§ WORK REQUEST
Your answer must be the full set of records, repeated exactly.

Stored items
►

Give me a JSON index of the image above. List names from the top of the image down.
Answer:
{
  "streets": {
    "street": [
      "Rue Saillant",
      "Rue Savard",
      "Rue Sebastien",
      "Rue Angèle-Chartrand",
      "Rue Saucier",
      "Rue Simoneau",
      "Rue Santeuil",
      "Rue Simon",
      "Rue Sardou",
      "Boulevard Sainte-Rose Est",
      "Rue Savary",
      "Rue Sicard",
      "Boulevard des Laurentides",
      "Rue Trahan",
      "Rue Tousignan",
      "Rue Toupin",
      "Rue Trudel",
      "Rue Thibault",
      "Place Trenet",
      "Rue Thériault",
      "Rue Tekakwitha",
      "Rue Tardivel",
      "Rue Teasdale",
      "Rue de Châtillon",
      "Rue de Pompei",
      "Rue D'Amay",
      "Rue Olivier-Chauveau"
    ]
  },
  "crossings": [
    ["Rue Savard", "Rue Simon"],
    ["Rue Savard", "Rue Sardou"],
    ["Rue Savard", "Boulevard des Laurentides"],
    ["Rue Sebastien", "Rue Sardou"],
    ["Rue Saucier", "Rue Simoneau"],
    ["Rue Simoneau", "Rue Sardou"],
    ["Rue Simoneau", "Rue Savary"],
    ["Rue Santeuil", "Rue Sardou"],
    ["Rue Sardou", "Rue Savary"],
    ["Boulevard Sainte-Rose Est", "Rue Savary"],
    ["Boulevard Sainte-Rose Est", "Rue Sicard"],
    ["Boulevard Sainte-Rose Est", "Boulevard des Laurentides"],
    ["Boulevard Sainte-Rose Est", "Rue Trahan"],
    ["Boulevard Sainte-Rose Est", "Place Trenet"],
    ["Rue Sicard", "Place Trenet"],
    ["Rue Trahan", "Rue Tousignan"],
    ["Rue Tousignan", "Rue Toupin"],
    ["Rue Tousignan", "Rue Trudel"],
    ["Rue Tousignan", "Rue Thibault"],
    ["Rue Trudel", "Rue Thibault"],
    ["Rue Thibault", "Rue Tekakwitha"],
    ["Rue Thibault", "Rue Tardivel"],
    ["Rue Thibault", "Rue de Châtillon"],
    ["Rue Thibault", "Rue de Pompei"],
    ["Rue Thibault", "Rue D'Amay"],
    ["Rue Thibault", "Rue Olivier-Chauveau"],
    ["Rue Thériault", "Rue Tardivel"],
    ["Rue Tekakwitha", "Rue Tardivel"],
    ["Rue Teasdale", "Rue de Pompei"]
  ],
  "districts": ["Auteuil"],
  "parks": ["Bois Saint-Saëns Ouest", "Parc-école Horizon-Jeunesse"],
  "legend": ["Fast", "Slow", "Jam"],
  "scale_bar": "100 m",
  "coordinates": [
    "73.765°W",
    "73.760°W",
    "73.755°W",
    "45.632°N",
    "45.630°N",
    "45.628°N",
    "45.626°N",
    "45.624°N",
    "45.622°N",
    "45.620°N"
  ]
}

◄

§ RESPONSE
Give me a JSON index of the image above. List names from the top of the image down.
Answer:
{
  "streets": {
    "street": [
      "Rue Saillant",
      "Rue Savard",
      "Rue Sebastien",
      "Rue Angèle-Chartrand",
      "Rue Saucier",
      "Rue Simoneau",
      "Rue Santeuil",
      "Rue Simon",
      "Rue Sardou",
      "Boulevard Sainte-Rose Est",
      "Rue Savary",
      "Rue Sicard",
      "Boulevard des Laurentides",
      "Rue Trahan",
      "Rue Tousignan",
      "Rue Toupin",
      "Rue Trudel",
      "Rue Thibault",
      "Place Trenet",
      "Rue Thériault",
      "Rue Tekakwitha",
      "Rue Tardivel",
      "Rue Teasdale",
      "Rue de Châtillon",
      "Rue de Pompei",
      "Rue D'Amay",
      "Rue Olivier-Chauveau"
    ]
  },
  "crossings": [
    ["Rue Savard", "Rue Simon"],
    ["Rue Savard", "Rue Sardou"],
    ["Rue Savard", "Boulevard des Laurentides"],
    ["Rue Sebastien", "Rue Sardou"],
    ["Rue Saucier", "Rue Simoneau"],
    ["Rue Simoneau", "Rue Sardou"],
    ["Rue Simoneau", "Rue Savary"],
    ["Rue Santeuil", "Rue Sardou"],
    ["Rue Sardou", "Rue Savary"],
    ["Boulevard Sainte-Rose Est", "Rue Savary"],
    ["Boulevard Sainte-Rose Est", "Rue Sicard"],
    ["Boulevard Sainte-Rose Est", "Boulevard des Laurentides"],
    ["Boulevard Sainte-Rose Est", "Rue Trahan"],
    ["Boulevard Sainte-Rose Est", "Place Trenet"],
    ["Rue Sicard", "Place Trenet"],
    ["Rue Trahan", "Rue Tousignan"],
    ["Rue Tousignan", "Rue Toupin"],
    ["Rue Tousignan", "Rue Trudel"],
    ["Rue Tousignan", "Rue Thibault"],
    ["Rue Trudel", "Rue Thibault"],
    ["Rue Thibault", "Rue Tekakwitha"],
    ["Rue Thibault", "Rue Tardivel"],
    ["Rue Thibault", "Rue de Châtillon"],
    ["Rue Thibault", "Rue de Pompei"],
    ["Rue Thibault", "Rue D'Amay"],
    ["Rue Thibault", "Rue Olivier-Chauveau"],
    ["Rue Thériault", "Rue Tardivel"],
    ["Rue Tekakwitha", "Rue Tardivel"],
    ["Rue Teasdale", "Rue de Pompei"]
  ],
  "districts": ["Auteuil"],
  "parks": ["Bois Saint-Saëns Ouest", "Parc-école Horizon-Jeunesse"],
  "legend": ["Fast", "Slow", "Jam"],
  "scale_bar": "100 m",
  "coordinates": [
    "73.765°W",
    "73.760°W",
    "73.755°W",
    "45.632°N",
    "45.630°N",
    "45.628°N",
    "45.626°N",
    "45.624°N",
    "45.622°N",
    "45.620°N"
  ]
}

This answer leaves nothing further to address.